Task directions —
Only the lines containing the string "strokeStyle" are needed; copy all of them from the listing.

Data —
++++++++++

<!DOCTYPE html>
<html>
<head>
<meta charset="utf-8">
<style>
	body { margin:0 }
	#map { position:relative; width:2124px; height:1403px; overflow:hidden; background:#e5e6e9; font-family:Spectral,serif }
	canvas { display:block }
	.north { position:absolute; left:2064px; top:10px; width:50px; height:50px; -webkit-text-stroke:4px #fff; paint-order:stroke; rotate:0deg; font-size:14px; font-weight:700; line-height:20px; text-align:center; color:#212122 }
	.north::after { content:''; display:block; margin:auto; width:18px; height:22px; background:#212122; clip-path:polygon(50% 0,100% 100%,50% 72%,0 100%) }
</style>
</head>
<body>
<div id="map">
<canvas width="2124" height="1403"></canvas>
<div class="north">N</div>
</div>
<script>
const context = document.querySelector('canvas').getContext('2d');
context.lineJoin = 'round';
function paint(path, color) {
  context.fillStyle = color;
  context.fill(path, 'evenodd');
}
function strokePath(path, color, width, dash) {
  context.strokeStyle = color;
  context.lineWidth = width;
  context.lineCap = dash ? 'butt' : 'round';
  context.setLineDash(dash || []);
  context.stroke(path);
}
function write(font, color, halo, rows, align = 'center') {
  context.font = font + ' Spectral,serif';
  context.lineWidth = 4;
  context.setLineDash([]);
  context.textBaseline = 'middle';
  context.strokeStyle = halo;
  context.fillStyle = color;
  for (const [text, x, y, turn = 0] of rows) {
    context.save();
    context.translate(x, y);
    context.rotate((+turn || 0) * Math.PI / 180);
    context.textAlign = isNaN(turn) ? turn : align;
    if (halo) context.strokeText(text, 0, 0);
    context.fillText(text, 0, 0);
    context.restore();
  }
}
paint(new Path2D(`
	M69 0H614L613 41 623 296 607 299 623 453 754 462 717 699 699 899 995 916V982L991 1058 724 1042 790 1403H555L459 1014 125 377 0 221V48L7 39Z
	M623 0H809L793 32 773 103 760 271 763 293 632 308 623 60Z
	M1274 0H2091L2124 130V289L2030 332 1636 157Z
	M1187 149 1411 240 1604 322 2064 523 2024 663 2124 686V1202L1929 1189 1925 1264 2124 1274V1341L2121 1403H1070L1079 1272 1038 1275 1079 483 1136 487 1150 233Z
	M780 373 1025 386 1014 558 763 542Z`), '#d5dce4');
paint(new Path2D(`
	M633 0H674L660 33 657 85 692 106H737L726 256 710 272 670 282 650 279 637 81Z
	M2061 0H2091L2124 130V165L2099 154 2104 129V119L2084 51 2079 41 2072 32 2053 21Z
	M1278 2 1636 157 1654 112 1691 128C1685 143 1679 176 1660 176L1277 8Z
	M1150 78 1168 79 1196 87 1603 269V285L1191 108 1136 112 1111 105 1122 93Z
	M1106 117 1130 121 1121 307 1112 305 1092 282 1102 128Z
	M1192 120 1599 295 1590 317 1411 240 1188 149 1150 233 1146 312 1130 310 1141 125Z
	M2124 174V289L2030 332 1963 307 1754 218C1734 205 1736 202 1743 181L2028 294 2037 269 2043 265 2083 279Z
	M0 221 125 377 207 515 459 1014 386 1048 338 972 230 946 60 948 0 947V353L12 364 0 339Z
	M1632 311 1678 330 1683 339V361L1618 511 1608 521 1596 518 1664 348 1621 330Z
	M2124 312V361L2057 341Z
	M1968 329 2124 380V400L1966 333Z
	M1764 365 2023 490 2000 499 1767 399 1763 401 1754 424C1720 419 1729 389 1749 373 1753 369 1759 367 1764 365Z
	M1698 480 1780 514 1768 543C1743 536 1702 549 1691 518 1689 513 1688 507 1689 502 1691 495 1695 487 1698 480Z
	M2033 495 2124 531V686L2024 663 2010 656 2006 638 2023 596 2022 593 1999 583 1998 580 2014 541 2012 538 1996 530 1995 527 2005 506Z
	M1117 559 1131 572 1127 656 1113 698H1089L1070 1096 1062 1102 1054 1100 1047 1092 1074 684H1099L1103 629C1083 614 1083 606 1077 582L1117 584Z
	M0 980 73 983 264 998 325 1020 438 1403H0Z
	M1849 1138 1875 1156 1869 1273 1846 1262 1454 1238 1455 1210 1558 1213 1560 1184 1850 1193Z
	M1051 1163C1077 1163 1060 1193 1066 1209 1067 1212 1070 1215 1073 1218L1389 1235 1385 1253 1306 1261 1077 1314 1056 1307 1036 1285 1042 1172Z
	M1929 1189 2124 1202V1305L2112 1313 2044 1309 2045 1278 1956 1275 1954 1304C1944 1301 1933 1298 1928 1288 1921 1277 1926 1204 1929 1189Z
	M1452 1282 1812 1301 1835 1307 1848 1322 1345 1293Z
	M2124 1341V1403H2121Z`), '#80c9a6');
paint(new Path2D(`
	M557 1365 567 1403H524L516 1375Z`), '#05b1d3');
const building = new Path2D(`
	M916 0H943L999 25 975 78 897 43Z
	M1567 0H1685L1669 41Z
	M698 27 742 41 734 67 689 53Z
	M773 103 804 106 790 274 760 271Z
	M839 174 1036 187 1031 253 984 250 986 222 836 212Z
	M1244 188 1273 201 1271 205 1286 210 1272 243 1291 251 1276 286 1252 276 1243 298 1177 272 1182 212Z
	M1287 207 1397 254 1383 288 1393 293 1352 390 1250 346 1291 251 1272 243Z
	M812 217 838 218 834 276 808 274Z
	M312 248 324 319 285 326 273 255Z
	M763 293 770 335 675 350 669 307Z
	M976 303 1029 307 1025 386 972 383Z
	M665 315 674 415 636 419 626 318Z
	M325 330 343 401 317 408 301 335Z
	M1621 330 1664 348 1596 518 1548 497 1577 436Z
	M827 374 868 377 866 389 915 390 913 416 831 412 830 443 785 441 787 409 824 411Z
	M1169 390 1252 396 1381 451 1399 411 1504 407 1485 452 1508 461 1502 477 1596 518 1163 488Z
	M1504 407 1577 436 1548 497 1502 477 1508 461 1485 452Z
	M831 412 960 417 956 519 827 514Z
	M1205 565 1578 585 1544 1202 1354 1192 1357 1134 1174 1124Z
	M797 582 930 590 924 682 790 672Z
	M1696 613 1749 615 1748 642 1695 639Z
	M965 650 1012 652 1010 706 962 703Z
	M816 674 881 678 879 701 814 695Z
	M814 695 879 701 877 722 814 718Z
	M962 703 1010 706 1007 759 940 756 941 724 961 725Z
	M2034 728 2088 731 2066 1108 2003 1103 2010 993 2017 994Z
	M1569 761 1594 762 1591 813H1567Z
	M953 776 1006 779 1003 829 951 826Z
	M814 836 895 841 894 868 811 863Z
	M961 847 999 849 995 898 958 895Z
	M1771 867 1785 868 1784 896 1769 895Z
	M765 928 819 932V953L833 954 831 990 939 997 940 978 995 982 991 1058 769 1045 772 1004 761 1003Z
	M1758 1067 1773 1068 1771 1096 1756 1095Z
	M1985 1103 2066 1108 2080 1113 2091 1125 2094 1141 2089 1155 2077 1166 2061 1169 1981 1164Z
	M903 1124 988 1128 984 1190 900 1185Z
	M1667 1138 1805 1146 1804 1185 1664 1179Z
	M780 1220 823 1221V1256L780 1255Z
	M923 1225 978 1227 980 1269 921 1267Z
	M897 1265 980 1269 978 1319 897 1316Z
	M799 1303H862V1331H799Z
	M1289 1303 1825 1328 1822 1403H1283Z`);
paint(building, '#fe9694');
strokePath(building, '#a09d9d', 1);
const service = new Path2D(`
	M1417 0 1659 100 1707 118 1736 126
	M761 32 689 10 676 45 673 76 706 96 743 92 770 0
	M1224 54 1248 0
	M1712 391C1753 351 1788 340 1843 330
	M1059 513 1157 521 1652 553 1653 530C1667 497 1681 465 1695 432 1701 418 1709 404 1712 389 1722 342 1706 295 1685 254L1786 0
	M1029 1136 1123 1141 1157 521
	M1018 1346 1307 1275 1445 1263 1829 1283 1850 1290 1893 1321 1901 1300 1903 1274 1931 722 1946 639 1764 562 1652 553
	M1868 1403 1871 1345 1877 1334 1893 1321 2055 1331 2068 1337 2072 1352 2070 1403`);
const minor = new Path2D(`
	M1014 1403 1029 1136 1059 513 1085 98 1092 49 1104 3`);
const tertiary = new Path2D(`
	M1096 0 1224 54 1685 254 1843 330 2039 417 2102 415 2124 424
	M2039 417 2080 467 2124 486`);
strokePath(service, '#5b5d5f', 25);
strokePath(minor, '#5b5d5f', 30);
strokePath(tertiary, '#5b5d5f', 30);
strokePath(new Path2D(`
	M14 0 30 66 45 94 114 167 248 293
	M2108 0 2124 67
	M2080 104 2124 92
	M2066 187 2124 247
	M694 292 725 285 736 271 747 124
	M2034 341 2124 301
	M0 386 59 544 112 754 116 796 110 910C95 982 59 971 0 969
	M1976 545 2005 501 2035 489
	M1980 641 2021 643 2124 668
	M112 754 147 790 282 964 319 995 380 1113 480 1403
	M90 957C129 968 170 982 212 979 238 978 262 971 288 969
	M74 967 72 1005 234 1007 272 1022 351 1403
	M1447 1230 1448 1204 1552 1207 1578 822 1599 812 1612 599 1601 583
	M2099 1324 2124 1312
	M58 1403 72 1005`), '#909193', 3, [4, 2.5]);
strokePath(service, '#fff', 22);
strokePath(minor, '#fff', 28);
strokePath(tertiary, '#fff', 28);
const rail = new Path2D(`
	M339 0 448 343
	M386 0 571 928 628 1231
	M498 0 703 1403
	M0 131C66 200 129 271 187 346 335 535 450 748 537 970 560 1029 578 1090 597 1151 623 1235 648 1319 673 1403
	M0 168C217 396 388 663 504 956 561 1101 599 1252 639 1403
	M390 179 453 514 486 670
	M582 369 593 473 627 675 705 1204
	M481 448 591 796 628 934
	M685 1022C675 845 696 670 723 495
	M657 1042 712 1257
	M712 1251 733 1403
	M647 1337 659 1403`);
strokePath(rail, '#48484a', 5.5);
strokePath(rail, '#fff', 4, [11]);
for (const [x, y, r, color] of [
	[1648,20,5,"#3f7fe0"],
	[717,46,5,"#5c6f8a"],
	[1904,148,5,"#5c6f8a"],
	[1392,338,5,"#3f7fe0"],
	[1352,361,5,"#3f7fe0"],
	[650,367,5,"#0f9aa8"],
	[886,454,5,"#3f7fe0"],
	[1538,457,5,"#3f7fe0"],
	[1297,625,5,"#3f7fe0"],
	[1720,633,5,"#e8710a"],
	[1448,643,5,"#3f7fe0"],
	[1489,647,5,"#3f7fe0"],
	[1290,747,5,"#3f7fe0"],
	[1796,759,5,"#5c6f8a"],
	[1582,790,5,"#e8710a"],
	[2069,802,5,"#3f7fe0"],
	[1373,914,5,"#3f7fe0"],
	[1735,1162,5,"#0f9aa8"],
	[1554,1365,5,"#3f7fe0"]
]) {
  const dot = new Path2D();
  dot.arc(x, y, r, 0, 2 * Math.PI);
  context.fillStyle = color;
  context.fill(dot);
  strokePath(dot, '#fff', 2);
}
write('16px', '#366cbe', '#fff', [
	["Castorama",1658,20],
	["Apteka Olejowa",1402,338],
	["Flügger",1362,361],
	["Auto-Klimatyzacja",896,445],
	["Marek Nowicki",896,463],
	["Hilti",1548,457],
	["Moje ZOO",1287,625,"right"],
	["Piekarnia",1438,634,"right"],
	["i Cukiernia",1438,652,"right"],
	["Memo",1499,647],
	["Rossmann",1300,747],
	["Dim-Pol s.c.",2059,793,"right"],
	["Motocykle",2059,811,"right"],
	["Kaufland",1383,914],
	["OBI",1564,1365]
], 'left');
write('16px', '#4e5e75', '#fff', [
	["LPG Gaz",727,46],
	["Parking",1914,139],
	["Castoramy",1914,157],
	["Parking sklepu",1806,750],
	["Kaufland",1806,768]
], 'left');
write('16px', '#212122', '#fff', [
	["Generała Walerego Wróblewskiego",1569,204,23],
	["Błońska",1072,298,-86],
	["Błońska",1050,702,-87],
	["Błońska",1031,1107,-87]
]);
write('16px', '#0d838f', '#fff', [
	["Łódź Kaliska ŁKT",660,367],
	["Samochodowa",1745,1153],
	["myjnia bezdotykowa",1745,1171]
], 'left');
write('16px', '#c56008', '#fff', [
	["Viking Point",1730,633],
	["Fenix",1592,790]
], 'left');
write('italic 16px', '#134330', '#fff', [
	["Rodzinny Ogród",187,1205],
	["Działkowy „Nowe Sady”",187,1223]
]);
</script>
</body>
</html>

++++++++++

Response to the task —
  context.strokeStyle = color;
  context.strokeStyle = halo;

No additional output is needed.